Performance of India Inc in the March 2018 quarter is unlikely to be any different or change significantly compared to the previous quarter. In other words, growth in sales and profit will be robust especially in sectors like automobiles, auto-ancillary, consumption, metals, oil and gas, retail-focussed banks, non-banking finance and capital goods, according to various brokerages.

However, the incremental uptick in growth rate may fade as favourable base of demonetisation was provided by December 2016 quarter and reduced by the end of same quarter last year (March 2017 quarter).

While topline growth is expected to continue to be in strong double digits (around 15 per cent according to majority of analysts) and is likely to reflect an improving demand scenario, profitability will show some strain led by operating margin pressure (due to lack of pricing power) and higher tax burden, said analysts.

Sales, operating profit

Emkay Research expects sales, operating profit and net profit of its universe (excluding oil and gas and financials) to grow 9 per cent, 11 per cent and 4.2 per cent respectively year-on-year in March 2018 quarter compared to 11.3 per cent, 13 per cent and 14.6 per cent respectively y-o-y in the previous quarter (December 2017). Kotak Institutional Equities expects earnings of its universe to grow at an even lower rate of 7 per cent followed by Antique stock broking 2 per cent (5.5 per cent ex-banks).

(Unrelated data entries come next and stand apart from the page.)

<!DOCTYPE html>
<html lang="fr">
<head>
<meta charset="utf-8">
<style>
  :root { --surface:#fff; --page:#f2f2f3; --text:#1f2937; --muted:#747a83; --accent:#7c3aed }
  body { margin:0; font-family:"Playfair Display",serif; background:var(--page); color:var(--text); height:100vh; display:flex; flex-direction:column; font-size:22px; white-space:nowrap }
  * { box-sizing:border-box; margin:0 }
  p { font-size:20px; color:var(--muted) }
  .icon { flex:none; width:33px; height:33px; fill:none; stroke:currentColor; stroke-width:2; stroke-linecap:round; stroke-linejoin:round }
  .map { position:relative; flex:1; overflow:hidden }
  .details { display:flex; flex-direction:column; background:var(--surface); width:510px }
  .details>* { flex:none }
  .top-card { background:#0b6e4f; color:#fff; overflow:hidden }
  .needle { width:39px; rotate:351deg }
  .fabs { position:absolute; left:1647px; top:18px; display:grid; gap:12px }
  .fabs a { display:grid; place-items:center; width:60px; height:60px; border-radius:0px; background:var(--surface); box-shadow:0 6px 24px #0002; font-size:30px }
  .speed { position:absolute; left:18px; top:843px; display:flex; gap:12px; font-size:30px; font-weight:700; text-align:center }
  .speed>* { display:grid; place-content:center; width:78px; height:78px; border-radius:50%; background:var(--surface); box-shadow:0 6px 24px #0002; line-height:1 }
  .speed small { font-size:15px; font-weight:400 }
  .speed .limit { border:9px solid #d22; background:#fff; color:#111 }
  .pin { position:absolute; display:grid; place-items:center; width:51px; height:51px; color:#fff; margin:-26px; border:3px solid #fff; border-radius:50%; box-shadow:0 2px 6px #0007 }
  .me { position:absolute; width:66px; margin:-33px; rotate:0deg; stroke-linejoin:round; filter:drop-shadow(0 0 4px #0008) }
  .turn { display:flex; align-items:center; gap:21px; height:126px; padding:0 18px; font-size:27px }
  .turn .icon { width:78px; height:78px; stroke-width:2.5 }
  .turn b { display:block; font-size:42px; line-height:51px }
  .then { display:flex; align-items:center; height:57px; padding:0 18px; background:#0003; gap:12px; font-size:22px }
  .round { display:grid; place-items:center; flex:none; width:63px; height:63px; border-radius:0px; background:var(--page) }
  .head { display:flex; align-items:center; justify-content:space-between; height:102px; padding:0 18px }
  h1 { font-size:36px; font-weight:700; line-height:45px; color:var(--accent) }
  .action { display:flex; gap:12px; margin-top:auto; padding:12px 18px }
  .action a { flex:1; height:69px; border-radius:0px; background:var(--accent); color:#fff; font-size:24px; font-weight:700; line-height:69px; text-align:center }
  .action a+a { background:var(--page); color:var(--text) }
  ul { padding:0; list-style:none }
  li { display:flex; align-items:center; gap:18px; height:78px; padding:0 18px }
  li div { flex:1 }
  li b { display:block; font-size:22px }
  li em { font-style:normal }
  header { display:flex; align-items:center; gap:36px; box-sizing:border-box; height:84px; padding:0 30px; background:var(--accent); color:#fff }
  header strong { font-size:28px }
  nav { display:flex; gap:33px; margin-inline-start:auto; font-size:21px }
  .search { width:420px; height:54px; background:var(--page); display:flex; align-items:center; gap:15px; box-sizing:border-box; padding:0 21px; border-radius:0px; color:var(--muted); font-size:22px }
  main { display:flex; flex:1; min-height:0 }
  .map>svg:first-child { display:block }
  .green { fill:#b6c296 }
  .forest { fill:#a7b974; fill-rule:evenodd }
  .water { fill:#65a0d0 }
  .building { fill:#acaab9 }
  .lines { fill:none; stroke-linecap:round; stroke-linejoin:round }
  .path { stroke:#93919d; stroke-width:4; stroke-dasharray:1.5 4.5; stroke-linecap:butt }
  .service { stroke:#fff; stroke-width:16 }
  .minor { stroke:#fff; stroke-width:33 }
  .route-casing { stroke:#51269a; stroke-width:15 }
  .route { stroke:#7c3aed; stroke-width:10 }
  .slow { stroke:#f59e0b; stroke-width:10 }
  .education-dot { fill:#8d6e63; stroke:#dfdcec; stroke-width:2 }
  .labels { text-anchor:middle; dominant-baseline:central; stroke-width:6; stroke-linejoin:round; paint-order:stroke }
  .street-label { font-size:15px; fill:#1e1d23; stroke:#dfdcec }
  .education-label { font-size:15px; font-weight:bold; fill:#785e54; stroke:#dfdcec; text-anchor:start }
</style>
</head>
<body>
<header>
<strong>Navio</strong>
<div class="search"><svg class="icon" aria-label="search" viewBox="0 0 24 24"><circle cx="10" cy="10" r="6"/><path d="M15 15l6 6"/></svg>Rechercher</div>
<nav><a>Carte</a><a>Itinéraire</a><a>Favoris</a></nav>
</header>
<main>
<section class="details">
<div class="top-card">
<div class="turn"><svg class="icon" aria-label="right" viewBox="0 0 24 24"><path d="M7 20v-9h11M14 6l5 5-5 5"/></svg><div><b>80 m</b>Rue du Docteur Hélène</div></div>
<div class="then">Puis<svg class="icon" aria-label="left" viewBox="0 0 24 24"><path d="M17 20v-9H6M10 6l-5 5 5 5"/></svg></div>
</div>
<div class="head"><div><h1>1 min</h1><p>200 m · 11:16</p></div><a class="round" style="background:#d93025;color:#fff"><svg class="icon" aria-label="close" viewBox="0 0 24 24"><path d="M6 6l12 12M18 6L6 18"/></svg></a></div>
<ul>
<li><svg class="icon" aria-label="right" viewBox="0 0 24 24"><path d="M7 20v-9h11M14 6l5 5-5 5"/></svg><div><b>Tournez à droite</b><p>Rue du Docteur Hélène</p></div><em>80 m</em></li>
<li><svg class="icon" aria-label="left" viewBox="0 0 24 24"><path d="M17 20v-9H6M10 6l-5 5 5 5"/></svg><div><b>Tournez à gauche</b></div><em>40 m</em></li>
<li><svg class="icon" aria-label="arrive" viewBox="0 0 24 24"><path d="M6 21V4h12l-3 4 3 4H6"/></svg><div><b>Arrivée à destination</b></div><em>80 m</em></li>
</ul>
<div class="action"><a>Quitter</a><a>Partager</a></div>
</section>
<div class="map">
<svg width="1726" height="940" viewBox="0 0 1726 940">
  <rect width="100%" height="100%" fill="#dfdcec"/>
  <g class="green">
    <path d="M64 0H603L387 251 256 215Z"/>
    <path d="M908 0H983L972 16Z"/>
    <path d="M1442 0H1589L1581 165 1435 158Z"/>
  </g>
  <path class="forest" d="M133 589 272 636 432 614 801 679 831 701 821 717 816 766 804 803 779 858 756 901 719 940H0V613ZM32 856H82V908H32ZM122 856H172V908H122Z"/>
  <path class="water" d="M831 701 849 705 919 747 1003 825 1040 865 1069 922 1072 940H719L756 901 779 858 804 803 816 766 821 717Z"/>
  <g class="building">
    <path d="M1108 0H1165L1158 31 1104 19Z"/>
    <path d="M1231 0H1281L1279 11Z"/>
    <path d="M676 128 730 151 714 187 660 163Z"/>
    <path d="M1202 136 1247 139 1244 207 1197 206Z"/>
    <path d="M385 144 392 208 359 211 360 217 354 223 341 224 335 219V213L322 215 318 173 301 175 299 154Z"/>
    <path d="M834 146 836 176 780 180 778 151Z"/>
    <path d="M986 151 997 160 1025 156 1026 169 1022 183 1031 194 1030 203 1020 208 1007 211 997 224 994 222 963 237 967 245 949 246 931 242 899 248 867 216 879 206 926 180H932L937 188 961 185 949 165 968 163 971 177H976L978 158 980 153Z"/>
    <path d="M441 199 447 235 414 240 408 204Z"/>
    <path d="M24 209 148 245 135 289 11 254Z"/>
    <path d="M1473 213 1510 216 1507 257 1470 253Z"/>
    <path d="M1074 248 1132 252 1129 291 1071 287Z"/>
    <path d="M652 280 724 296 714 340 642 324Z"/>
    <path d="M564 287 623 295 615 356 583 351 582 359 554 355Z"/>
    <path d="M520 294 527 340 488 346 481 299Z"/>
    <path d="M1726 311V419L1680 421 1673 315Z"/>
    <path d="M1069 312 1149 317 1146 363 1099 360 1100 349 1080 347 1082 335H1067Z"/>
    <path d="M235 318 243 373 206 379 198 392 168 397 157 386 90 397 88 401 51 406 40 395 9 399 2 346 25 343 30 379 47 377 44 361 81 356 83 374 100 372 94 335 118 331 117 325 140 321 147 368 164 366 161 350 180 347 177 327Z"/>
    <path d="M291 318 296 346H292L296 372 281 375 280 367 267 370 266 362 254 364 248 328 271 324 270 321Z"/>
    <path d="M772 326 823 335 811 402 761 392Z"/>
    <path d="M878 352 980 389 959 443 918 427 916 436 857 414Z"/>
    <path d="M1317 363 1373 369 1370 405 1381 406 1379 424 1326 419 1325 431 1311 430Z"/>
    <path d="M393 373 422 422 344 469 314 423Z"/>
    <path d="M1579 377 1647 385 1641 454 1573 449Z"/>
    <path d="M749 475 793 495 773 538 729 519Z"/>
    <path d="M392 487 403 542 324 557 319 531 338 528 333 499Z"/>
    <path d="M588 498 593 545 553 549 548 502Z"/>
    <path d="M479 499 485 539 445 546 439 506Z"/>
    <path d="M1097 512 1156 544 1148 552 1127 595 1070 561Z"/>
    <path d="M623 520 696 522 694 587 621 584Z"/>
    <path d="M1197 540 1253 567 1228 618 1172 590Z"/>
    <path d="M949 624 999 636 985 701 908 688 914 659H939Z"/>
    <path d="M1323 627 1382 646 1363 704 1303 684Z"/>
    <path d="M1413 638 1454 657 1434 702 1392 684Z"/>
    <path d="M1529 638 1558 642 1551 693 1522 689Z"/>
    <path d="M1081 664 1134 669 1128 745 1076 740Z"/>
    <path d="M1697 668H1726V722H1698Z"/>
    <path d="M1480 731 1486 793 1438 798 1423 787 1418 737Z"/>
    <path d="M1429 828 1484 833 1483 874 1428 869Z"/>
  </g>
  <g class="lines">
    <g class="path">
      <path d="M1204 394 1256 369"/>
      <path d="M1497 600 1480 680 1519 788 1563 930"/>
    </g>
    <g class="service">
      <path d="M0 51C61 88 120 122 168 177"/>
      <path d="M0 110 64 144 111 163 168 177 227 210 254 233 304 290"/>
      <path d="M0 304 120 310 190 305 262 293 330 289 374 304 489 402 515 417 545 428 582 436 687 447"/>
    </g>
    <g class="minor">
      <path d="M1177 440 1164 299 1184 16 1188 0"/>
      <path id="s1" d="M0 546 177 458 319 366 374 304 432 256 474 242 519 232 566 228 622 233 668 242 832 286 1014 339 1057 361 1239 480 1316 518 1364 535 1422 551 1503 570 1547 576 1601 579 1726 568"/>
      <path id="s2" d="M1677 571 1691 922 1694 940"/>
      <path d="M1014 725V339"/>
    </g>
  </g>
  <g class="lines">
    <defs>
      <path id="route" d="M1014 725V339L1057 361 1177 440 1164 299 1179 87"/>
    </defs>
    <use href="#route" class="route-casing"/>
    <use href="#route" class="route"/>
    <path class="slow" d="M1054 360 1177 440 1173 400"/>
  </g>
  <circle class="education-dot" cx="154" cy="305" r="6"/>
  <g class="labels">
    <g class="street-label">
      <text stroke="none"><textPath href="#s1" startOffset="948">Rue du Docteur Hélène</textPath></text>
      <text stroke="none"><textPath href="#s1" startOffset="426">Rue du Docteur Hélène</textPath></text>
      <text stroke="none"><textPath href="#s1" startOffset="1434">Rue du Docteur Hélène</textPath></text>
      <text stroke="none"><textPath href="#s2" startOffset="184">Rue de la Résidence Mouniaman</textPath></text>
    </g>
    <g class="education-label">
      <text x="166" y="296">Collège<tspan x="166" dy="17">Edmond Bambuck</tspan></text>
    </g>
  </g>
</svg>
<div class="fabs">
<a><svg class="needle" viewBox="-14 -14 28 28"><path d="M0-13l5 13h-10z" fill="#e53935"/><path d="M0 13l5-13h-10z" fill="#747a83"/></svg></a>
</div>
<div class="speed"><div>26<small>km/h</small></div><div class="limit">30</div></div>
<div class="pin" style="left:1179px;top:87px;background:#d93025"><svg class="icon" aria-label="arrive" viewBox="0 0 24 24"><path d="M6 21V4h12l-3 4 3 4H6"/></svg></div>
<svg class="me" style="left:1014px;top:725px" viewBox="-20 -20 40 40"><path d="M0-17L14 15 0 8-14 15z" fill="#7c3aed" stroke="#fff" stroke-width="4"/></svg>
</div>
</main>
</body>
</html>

For Nifty companies, Antique and Kotak expect 4 per cent growth in earnings. While corporate lenders and telecom companies are expected to drag overall performance, information technology and pharmaceuticals will be relative underperformers, according to analysts. Kotak and Edelweiss Securities expect banks (corporate lenders) and telecom to report net loss while the latter has catagorised performance of exports oriented sectors under “bad” (flat growth).

Overall, FY18 is expected to be the seventh consecutive year of earnings downgrade and sub-10 per cent growth (5-7 per cent for Nifty companies according to consensus view) and the same is likely to continue even in FY19, according to Edelweiss. “Current estimates imply an asking rate of 25 per cent plus for FY19, making earnings prone to downgrade,” it said.

Antique also has a similar view and added that risk is with the financials sector, which is expected to contribute 37 per cent of incremental earnings between FY18 and FY20.

Commodity sector

Even the commodity sector is a key risk as more than 80 per cent of current earnings growth is dependent on commodities, according to analysts. Escalation of global trade conflicts also pose risk to the nascent positive spillover of the ongoing global recovery on the Indian corporate performance, they added.